Verifying performance after tuning
Always capture a baseline before you change anything. Without it, you have no way to tell whether a tweak helped.
fio is the standard tool for this. It reproduces specific workload patterns through block size, queue depth, and I/O engine settings. Always pass --direct=1 so it bypasses the page cache and measures the scheduler and device directly rather than cached reads. Match the test to the real workload:
| Workload | fio parameters |
|---|---|
| OLTP database | --rw=randread --bs=4k --iodepth=32 --direct=1 |
| Data warehouse | --rw=read --bs=1m --iodepth=32 --direct=1 |
| Write-ahead / redo log | --rw=write --bs=4k --iodepth=1 --direct=1 |
| Object storage | --rw=randrw --bs=64k --iodepth=64 --direct=1 |
Run the same test across iodepth values from 1 to 256 to find the device's saturation point, the depth where IOPS stop climbing and latency spikes. For live monitoring after a change, iostat -x 1 reports the metrics that matter: r_await and w_await for read and write completion latency, aqu-sz for average queue depth, and %util for device utilization. When %util sits near 100 percent, the hardware is the limit and no scheduler change will help.
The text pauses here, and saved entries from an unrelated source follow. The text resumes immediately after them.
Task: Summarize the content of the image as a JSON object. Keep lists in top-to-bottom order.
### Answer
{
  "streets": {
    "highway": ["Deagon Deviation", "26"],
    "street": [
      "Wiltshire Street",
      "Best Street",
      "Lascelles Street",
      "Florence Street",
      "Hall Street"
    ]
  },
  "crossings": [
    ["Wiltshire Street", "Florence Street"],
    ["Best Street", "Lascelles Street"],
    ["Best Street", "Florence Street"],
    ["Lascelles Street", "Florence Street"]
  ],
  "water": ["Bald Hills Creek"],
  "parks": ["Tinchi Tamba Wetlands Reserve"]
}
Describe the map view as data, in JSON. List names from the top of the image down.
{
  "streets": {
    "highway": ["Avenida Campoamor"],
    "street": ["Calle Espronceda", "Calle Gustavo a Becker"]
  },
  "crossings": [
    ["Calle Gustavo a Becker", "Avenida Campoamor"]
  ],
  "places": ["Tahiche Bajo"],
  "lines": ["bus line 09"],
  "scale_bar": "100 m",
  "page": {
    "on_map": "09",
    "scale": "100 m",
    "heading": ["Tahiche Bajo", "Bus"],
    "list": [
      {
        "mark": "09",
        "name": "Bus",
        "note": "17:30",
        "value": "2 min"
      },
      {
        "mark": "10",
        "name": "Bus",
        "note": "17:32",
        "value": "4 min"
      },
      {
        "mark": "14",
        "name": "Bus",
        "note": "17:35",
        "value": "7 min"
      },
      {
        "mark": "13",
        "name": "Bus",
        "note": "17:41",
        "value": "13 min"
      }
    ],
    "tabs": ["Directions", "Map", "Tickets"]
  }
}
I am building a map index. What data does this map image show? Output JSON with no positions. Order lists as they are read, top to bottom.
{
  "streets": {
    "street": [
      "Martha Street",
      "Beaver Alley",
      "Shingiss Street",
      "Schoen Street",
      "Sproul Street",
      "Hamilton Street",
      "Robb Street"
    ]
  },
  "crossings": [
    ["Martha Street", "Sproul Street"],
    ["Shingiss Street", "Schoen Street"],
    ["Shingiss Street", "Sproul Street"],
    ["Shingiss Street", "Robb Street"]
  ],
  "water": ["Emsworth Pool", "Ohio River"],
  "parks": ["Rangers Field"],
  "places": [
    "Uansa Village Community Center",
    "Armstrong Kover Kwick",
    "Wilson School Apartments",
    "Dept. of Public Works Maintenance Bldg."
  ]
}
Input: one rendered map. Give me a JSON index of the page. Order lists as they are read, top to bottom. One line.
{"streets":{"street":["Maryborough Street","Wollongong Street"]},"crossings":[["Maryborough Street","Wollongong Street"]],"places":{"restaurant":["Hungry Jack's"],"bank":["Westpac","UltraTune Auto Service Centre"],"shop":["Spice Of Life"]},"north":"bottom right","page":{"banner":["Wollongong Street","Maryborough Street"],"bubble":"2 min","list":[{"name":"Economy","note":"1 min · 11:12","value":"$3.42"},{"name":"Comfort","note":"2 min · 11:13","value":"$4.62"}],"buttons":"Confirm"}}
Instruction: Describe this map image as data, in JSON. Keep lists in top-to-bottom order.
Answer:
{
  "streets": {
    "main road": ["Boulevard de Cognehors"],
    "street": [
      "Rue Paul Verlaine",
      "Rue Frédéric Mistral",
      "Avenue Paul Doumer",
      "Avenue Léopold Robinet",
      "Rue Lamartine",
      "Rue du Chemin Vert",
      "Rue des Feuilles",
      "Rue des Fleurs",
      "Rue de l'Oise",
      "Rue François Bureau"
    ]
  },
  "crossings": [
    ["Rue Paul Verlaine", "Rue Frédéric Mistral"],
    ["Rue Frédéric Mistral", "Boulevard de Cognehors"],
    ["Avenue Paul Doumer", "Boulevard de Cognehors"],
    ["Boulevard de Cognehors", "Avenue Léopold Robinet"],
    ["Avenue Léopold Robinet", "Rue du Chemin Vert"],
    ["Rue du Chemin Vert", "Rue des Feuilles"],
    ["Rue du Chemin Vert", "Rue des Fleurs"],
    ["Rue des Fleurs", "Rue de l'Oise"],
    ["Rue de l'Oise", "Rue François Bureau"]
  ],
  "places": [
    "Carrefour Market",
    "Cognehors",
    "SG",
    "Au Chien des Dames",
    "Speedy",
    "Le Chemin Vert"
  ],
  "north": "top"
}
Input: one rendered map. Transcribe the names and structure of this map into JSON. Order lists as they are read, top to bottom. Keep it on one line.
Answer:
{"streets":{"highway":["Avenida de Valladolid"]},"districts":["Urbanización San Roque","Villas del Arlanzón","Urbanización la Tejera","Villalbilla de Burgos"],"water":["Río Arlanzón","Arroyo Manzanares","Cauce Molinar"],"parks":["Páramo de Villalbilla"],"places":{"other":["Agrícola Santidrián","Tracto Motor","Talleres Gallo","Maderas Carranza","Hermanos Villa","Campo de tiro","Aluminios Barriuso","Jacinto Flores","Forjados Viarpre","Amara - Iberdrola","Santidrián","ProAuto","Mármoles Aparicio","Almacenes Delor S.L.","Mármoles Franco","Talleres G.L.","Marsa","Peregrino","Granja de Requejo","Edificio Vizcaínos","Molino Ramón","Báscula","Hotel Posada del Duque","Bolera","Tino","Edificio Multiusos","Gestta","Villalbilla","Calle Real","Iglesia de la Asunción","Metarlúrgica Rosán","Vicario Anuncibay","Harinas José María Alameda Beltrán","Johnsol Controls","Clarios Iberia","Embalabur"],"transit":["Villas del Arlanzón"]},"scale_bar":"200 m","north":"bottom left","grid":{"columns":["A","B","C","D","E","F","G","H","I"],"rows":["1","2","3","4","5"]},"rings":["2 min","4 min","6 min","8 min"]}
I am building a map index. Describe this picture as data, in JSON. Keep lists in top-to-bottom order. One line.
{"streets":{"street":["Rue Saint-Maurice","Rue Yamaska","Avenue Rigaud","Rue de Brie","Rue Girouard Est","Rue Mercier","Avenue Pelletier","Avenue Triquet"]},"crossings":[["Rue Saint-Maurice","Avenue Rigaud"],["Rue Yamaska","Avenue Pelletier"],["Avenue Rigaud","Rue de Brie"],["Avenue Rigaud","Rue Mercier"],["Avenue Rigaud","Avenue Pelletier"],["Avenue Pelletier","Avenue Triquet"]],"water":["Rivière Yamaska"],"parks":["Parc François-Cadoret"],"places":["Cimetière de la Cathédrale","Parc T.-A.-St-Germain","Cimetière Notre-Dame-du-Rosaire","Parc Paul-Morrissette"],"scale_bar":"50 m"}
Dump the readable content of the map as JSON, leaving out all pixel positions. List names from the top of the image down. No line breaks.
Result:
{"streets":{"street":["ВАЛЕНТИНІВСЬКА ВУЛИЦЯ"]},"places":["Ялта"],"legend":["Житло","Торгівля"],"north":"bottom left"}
To separate software cost from hardware cost, run blktrace with btt. It splits latency into Q2D, the time spent in the software queue, and D2C, the time the device takes to service the request. If Q2D dominates, the scheduler is your bottleneck. If D2C dominates, the hardware is.
One thing to keep in mind when reading the results: scheduler choice mostly shapes the tail of the latency distribution, not the median. Switching from none to mq-deadline on NVMe might nudge median latency up a few microseconds while cutting p99 and p999 latency by half. For user-facing services bound by SLAs, that tradeoff is almost always worth it, which is why measuring tail latency, not average throughput, is the point of the exercise.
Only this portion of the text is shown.